*** Excerpted records Section Begins ***
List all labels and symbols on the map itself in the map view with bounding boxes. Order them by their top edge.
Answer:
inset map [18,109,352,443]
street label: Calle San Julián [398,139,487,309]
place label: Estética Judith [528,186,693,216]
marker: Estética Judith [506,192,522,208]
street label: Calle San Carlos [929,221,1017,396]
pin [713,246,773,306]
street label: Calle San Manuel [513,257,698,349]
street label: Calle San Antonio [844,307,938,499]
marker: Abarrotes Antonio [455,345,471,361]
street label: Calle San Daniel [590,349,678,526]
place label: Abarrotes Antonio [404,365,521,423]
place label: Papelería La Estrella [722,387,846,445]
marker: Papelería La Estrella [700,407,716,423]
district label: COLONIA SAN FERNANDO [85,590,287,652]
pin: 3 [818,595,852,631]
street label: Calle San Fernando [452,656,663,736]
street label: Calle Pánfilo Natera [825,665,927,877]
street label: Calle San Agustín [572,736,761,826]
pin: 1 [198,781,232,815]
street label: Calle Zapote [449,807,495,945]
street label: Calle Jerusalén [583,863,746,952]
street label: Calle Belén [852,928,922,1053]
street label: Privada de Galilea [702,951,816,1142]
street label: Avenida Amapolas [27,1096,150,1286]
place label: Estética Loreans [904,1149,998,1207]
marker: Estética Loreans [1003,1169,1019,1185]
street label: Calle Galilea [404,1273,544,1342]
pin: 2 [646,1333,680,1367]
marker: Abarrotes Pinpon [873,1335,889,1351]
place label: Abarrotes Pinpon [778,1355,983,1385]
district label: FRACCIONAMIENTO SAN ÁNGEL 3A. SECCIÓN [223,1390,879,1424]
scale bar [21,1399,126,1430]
*** Excerpted records Section Ends ***
Action item: Please quote the records above exactly, without skipping a line.

Exercise solution:
List all labels and symbols on the map itself in the map view with bounding boxes. Order them by their top edge.
Answer:
inset map [18,109,352,443]
street label: Calle San Julián [398,139,487,309]
place label: Estética Judith [528,186,693,216]
marker: Estética Judith [506,192,522,208]
street label: Calle San Carlos [929,221,1017,396]
pin [713,246,773,306]
street label: Calle San Manuel [513,257,698,349]
street label: Calle San Antonio [844,307,938,499]
marker: Abarrotes Antonio [455,345,471,361]
street label: Calle San Daniel [590,349,678,526]
place label: Abarrotes Antonio [404,365,521,423]
place label: Papelería La Estrella [722,387,846,445]
marker: Papelería La Estrella [700,407,716,423]
district label: COLONIA SAN FERNANDO [85,590,287,652]
pin: 3 [818,595,852,631]
street label: Calle San Fernando [452,656,663,736]
street label: Calle Pánfilo Natera [825,665,927,877]
street label: Calle San Agustín [572,736,761,826]
pin: 1 [198,781,232,815]
street label: Calle Zapote [449,807,495,945]
street label: Calle Jerusalén [583,863,746,952]
street label: Calle Belén [852,928,922,1053]
street label: Privada de Galilea [702,951,816,1142]
street label: Avenida Amapolas [27,1096,150,1286]
place label: Estética Loreans [904,1149,998,1207]
marker: Estética Loreans [1003,1169,1019,1185]
street label: Calle Galilea [404,1273,544,1342]
pin: 2 [646,1333,680,1367]
marker: Abarrotes Pinpon [873,1335,889,1351]
place label: Abarrotes Pinpon [778,1355,983,1385]
district label: FRACCIONAMIENTO SAN ÁNGEL 3A. SECCIÓN [223,1390,879,1424]
scale bar [21,1399,126,1430]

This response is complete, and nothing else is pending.